▸ WHAT YOU ARE ASKED TO DO: In full and word for word, copy the records that follow.

▸ RECORDS FOR THE TASK:
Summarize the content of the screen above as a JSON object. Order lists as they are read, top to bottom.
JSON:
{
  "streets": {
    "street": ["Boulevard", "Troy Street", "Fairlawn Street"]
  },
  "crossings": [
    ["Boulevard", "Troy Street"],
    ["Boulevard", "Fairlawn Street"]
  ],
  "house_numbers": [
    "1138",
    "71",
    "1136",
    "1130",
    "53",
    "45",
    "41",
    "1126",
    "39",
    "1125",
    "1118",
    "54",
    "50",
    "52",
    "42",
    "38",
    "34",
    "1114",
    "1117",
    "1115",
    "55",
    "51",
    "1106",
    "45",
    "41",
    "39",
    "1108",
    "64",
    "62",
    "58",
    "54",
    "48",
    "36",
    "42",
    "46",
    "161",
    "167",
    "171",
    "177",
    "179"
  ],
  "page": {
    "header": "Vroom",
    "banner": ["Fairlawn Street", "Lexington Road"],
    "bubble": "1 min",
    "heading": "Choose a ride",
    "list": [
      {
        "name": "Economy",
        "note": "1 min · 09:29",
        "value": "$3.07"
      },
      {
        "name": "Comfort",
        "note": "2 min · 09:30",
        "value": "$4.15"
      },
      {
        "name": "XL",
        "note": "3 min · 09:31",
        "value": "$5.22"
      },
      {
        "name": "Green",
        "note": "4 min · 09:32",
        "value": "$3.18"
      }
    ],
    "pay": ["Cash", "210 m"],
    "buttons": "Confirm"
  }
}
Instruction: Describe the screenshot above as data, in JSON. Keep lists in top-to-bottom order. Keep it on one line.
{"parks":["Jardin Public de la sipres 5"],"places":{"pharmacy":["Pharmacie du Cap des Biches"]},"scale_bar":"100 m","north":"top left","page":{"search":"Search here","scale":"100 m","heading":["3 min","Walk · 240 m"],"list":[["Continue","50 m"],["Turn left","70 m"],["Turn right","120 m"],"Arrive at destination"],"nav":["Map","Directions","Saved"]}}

▸ RESPONSE AREA:
Summarize the content of the screen above as a JSON object. Order lists as they are read, top to bottom.
JSON:
{
  "streets": {
    "street": ["Boulevard", "Troy Street", "Fairlawn Street"]
  },
  "crossings": [
    ["Boulevard", "Troy Street"],
    ["Boulevard", "Fairlawn Street"]
  ],
  "house_numbers": [
    "1138",
    "71",
    "1136",
    "1130",
    "53",
    "45",
    "41",
    "1126",
    "39",
    "1125",
    "1118",
    "54",
    "50",
    "52",
    "42",
    "38",
    "34",
    "1114",
    "1117",
    "1115",
    "55",
    "51",
    "1106",
    "45",
    "41",
    "39",
    "1108",
    "64",
    "62",
    "58",
    "54",
    "48",
    "36",
    "42",
    "46",
    "161",
    "167",
    "171",
    "177",
    "179"
  ],
  "page": {
    "header": "Vroom",
    "banner": ["Fairlawn Street", "Lexington Road"],
    "bubble": "1 min",
    "heading": "Choose a ride",
    "list": [
      {
        "name": "Economy",
        "note": "1 min · 09:29",
        "value": "$3.07"
      },
      {
        "name": "Comfort",
        "note": "2 min · 09:30",
        "value": "$4.15"
      },
      {
        "name": "XL",
        "note": "3 min · 09:31",
        "value": "$5.22"
      },
      {
        "name": "Green",
        "note": "4 min · 09:32",
        "value": "$3.18"
      }
    ],
    "pay": ["Cash", "210 m"],
    "buttons": "Confirm"
  }
}
Instruction: Describe the screenshot above as data, in JSON. Keep lists in top-to-bottom order. Keep it on one line.
{"parks":["Jardin Public de la sipres 5"],"places":{"pharmacy":["Pharmacie du Cap des Biches"]},"scale_bar":"100 m","north":"top left","page":{"search":"Search here","scale":"100 m","heading":["3 min","Walk · 240 m"],"list":[["Continue","50 m"],["Turn left","70 m"],["Turn right","120 m"],"Arrive at destination"],"nav":["Map","Directions","Saved"]}}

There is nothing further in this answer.